Procediamo ancora per un buon quarto d’ora, in cui il vecchio non parla più, il suo respiro si è fatto incerto, quasi come di chi ricorda, rimugina e insieme trattiene le lacrime. Per discrezione taccio anche io, fin quando in lontananza si vede un primo bagliore, poi una luce sempre più intensa. Ci siamo. Siamo arrivati. Un’ enorme porta in pietra e cemento, coronata dalla scritta Porto Flavia, si apre su un paesaggio unico al mondo. Sua Maestà il Pan di Zucchero giganteggia proprio di fronte a noi, rendendo con un effetto ottico ancora più grande lo strapiombo di un centinaio di metri che si apre sotto di noi. A proteggerci c’è solo una balaustra in cemento che ci arriva alla cintola. Un sistema di scale percorre la parete a piombo sul mare e sembra preso da un quadro di Eschere, quelli in cui non si comprende il sopra e il sotto, chi sale e chi scende, qual è lo sfondo e qual è il soggetto in primo piano. La luce che inonda tutto è potentissima, abbacinante, in relazione allo scuro della miniera.
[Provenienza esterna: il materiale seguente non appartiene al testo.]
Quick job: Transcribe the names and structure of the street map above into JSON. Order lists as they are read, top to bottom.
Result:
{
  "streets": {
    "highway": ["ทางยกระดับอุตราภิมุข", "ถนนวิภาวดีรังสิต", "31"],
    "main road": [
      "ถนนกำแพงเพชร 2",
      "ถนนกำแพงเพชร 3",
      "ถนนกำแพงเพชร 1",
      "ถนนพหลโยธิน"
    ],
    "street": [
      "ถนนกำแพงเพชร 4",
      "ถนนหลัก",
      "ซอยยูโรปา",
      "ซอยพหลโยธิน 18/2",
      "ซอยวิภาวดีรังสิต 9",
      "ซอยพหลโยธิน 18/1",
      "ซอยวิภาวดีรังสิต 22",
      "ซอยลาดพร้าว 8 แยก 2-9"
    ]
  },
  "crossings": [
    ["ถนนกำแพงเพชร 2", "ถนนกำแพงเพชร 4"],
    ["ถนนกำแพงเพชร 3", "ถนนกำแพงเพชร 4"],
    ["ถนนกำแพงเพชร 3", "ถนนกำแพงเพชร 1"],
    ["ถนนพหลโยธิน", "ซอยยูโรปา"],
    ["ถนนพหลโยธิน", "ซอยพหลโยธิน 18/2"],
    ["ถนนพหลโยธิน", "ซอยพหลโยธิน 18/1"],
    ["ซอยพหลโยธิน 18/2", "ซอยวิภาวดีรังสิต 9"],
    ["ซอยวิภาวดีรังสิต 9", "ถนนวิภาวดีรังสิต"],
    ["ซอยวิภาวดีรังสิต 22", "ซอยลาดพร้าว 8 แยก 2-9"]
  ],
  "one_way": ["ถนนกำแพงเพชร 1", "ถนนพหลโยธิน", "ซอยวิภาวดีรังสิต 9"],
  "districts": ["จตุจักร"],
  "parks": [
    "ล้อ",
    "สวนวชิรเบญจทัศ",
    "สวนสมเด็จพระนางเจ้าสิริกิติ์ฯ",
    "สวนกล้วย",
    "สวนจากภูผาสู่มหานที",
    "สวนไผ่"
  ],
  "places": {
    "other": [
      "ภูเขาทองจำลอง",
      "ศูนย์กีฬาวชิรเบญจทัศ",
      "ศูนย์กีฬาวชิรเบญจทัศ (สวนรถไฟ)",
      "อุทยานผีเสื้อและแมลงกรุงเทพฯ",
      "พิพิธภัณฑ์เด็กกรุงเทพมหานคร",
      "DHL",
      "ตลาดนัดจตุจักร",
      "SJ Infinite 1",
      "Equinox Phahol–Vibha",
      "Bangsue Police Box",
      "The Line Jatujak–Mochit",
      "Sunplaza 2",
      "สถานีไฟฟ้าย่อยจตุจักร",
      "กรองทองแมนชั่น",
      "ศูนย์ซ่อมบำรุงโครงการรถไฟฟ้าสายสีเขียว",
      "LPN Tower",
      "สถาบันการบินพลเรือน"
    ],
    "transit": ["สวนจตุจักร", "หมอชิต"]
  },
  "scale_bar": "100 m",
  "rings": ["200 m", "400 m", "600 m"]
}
Il Pan di Zucchero o,
Concali su Terràinu, come ancora alcuni anziani locali lo chiamano, è un
faraglione che si erge dal mare svettando per 133 metri a poca distanza dalla costa, come una montagna che prenda vita dal mare e si stagli in verticale sfidando la gravità. Abituo pian piano la vista e volgo lo sguardo alla spiaggia di Masua, poi verso l’orizzonte infinito del mare, in cui si scorge indistinta la costa che arriva fino all’oristanese: tutto è luce e silenzio, mentre nel fondo il mare sembra placido, troppo lontano per far giungere fin qui il suo sciabordare. Mentre cerco di collocare dentro di me tutte queste sensazioni, scorgo zio Francesco che, con passo decisamente ringiovanito, è già salito per alcune scale. E’ giunto al parapetto più estremo della porta Vecelli, proprio dove un tempo collocavano la tramoggia di carico per le navi. Si volta un attimo e mi pare faccia cenno di raggiungerlo. Con mille attenzioni salgo anche io per quei gradini corrosi dalla salsedine e quando raggiungo l’anziana guida lui è in piedi sul parapetto. Non capisco come abbia fatto a sollevarsi fin là sopra e non comprendo nemmeno le parole che le sue labbra sussurrano all’orizzonte, forse una preghiera o chissà quale dialogo interno. Sotto di lui un balzo che sembra infinito. Il vecchio in ultimo si volta, mi sorride e senza un apparente motivo spicca un perfetto tuffo all’indietro. Come in una scena al rallentatore non ho il tempo e il modo di fare nulla se non vedere quel corpo volare, improvvisamente elastico, elegante, flessuoso. Zio Francesco spalanca le braccia e il vento strappa via la coppola dalla sua testa, gli scompiglia i radi capelli, fa svolazzare la sua giacca tanto che sembra avere le ali, quelle di un uccello preistorico che, in un perfetto moto a planare, esegue un impeccabile tuffo a volo d’angelo, con il quale arriva giù e scompare. Nel mare.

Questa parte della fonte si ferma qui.